**YOUR OBJECTIVE**
All of the data is to be set down again without alteration.

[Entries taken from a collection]
+++

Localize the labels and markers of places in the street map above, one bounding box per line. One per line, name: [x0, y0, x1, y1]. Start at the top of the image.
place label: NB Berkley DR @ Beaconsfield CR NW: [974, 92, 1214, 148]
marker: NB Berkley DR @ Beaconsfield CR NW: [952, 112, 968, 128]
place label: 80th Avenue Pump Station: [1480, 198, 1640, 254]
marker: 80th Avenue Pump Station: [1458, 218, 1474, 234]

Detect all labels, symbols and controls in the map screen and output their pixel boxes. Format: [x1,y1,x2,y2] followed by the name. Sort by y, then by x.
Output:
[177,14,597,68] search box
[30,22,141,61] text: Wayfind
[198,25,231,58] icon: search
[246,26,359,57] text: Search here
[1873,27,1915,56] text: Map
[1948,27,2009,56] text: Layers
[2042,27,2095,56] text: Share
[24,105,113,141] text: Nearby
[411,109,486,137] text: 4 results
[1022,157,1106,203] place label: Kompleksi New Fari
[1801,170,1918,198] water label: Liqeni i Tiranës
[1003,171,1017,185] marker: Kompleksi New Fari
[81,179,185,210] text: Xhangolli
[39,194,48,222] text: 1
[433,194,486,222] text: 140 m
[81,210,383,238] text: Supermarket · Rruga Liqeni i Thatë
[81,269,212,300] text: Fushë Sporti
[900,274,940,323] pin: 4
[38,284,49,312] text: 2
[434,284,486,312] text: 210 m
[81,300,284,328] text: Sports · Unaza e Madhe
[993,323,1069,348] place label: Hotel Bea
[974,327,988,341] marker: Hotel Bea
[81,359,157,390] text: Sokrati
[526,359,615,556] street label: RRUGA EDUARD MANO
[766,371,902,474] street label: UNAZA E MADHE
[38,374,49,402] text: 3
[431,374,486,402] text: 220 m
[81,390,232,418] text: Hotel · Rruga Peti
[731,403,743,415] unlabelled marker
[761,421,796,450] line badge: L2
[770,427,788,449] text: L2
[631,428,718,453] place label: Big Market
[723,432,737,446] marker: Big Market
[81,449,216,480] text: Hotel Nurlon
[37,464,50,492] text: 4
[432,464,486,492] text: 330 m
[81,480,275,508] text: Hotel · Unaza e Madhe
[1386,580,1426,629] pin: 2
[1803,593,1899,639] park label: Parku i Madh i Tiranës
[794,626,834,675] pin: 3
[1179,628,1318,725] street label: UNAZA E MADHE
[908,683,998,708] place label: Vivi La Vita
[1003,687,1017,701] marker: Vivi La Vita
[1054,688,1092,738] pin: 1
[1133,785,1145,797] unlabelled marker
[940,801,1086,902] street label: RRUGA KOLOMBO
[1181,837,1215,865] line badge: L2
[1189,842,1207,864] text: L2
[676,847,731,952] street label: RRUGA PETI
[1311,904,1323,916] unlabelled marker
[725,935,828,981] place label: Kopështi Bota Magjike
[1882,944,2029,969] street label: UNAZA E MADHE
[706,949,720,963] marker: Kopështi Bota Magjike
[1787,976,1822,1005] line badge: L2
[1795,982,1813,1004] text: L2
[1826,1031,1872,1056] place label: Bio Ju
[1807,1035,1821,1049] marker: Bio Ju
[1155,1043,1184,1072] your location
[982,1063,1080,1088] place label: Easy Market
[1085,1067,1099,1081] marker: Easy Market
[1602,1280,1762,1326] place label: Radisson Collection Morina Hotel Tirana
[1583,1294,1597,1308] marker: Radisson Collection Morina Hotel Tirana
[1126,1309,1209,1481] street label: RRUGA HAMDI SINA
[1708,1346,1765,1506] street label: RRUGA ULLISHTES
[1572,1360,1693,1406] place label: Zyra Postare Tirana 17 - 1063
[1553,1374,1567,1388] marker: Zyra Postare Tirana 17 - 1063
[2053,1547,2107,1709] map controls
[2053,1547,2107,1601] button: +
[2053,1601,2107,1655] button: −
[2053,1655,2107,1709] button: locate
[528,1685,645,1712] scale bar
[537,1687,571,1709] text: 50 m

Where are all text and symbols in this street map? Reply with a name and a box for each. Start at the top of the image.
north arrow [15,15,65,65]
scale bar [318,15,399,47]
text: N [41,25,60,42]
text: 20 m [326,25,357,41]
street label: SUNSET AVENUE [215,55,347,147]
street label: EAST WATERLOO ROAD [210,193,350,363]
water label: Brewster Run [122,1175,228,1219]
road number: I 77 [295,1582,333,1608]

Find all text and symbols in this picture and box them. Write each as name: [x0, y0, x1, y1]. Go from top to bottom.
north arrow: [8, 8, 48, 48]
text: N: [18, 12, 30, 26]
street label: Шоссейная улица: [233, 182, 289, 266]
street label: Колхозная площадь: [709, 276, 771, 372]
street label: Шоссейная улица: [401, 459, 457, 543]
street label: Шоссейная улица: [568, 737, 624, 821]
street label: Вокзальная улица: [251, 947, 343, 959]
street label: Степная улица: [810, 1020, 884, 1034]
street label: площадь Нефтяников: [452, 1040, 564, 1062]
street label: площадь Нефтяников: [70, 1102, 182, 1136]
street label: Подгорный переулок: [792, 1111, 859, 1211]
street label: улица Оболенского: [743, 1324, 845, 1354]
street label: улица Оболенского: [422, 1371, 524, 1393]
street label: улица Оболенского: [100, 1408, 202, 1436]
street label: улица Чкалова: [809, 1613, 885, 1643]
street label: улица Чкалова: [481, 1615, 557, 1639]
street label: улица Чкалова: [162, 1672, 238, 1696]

+++

**REPLY**
Localize the labels and markers of places in the street map above, one bounding box per line. One per line, name: [x0, y0, x1, y1]. Start at the top of the image.
place label: NB Berkley DR @ Beaconsfield CR NW: [974, 92, 1214, 148]
marker: NB Berkley DR @ Beaconsfield CR NW: [952, 112, 968, 128]
place label: 80th Avenue Pump Station: [1480, 198, 1640, 254]
marker: 80th Avenue Pump Station: [1458, 218, 1474, 234]

Detect all labels, symbols and controls in the map screen and output their pixel boxes. Format: [x1,y1,x2,y2] followed by the name. Sort by y, then by x.
Output:
[177,14,597,68] search box
[30,22,141,61] text: Wayfind
[198,25,231,58] icon: search
[246,26,359,57] text: Search here
[1873,27,1915,56] text: Map
[1948,27,2009,56] text: Layers
[2042,27,2095,56] text: Share
[24,105,113,141] text: Nearby
[411,109,486,137] text: 4 results
[1022,157,1106,203] place label: Kompleksi New Fari
[1801,170,1918,198] water label: Liqeni i Tiranës
[1003,171,1017,185] marker: Kompleksi New Fari
[81,179,185,210] text: Xhangolli
[39,194,48,222] text: 1
[433,194,486,222] text: 140 m
[81,210,383,238] text: Supermarket · Rruga Liqeni i Thatë
[81,269,212,300] text: Fushë Sporti
[900,274,940,323] pin: 4
[38,284,49,312] text: 2
[434,284,486,312] text: 210 m
[81,300,284,328] text: Sports · Unaza e Madhe
[993,323,1069,348] place label: Hotel Bea
[974,327,988,341] marker: Hotel Bea
[81,359,157,390] text: Sokrati
[526,359,615,556] street label: RRUGA EDUARD MANO
[766,371,902,474] street label: UNAZA E MADHE
[38,374,49,402] text: 3
[431,374,486,402] text: 220 m
[81,390,232,418] text: Hotel · Rruga Peti
[731,403,743,415] unlabelled marker
[761,421,796,450] line badge: L2
[770,427,788,449] text: L2
[631,428,718,453] place label: Big Market
[723,432,737,446] marker: Big Market
[81,449,216,480] text: Hotel Nurlon
[37,464,50,492] text: 4
[432,464,486,492] text: 330 m
[81,480,275,508] text: Hotel · Unaza e Madhe
[1386,580,1426,629] pin: 2
[1803,593,1899,639] park label: Parku i Madh i Tiranës
[794,626,834,675] pin: 3
[1179,628,1318,725] street label: UNAZA E MADHE
[908,683,998,708] place label: Vivi La Vita
[1003,687,1017,701] marker: Vivi La Vita
[1054,688,1092,738] pin: 1
[1133,785,1145,797] unlabelled marker
[940,801,1086,902] street label: RRUGA KOLOMBO
[1181,837,1215,865] line badge: L2
[1189,842,1207,864] text: L2
[676,847,731,952] street label: RRUGA PETI
[1311,904,1323,916] unlabelled marker
[725,935,828,981] place label: Kopështi Bota Magjike
[1882,944,2029,969] street label: UNAZA E MADHE
[706,949,720,963] marker: Kopështi Bota Magjike
[1787,976,1822,1005] line badge: L2
[1795,982,1813,1004] text: L2
[1826,1031,1872,1056] place label: Bio Ju
[1807,1035,1821,1049] marker: Bio Ju
[1155,1043,1184,1072] your location
[982,1063,1080,1088] place label: Easy Market
[1085,1067,1099,1081] marker: Easy Market
[1602,1280,1762,1326] place label: Radisson Collection Morina Hotel Tirana
[1583,1294,1597,1308] marker: Radisson Collection Morina Hotel Tirana
[1126,1309,1209,1481] street label: RRUGA HAMDI SINA
[1708,1346,1765,1506] street label: RRUGA ULLISHTES
[1572,1360,1693,1406] place label: Zyra Postare Tirana 17 - 1063
[1553,1374,1567,1388] marker: Zyra Postare Tirana 17 - 1063
[2053,1547,2107,1709] map controls
[2053,1547,2107,1601] button: +
[2053,1601,2107,1655] button: −
[2053,1655,2107,1709] button: locate
[528,1685,645,1712] scale bar
[537,1687,571,1709] text: 50 m

Where are all text and symbols in this street map? Reply with a name and a box for each. Start at the top of the image.
north arrow [15,15,65,65]
scale bar [318,15,399,47]
text: N [41,25,60,42]
text: 20 m [326,25,357,41]
street label: SUNSET AVENUE [215,55,347,147]
street label: EAST WATERLOO ROAD [210,193,350,363]
water label: Brewster Run [122,1175,228,1219]
road number: I 77 [295,1582,333,1608]

Find all text and symbols in this picture and box them. Write each as name: [x0, y0, x1, y1]. Go from top to bottom.
north arrow: [8, 8, 48, 48]
text: N: [18, 12, 30, 26]
street label: Шоссейная улица: [233, 182, 289, 266]
street label: Колхозная площадь: [709, 276, 771, 372]
street label: Шоссейная улица: [401, 459, 457, 543]
street label: Шоссейная улица: [568, 737, 624, 821]
street label: Вокзальная улица: [251, 947, 343, 959]
street label: Степная улица: [810, 1020, 884, 1034]
street label: площадь Нефтяников: [452, 1040, 564, 1062]
street label: площадь Нефтяников: [70, 1102, 182, 1136]
street label: Подгорный переулок: [792, 1111, 859, 1211]
street label: улица Оболенского: [743, 1324, 845, 1354]
street label: улица Оболенского: [422, 1371, 524, 1393]
street label: улица Оболенского: [100, 1408, 202, 1436]
street label: улица Чкалова: [809, 1613, 885, 1643]
street label: улица Чкалова: [481, 1615, 557, 1639]
street label: улица Чкалова: [162, 1672, 238, 1696]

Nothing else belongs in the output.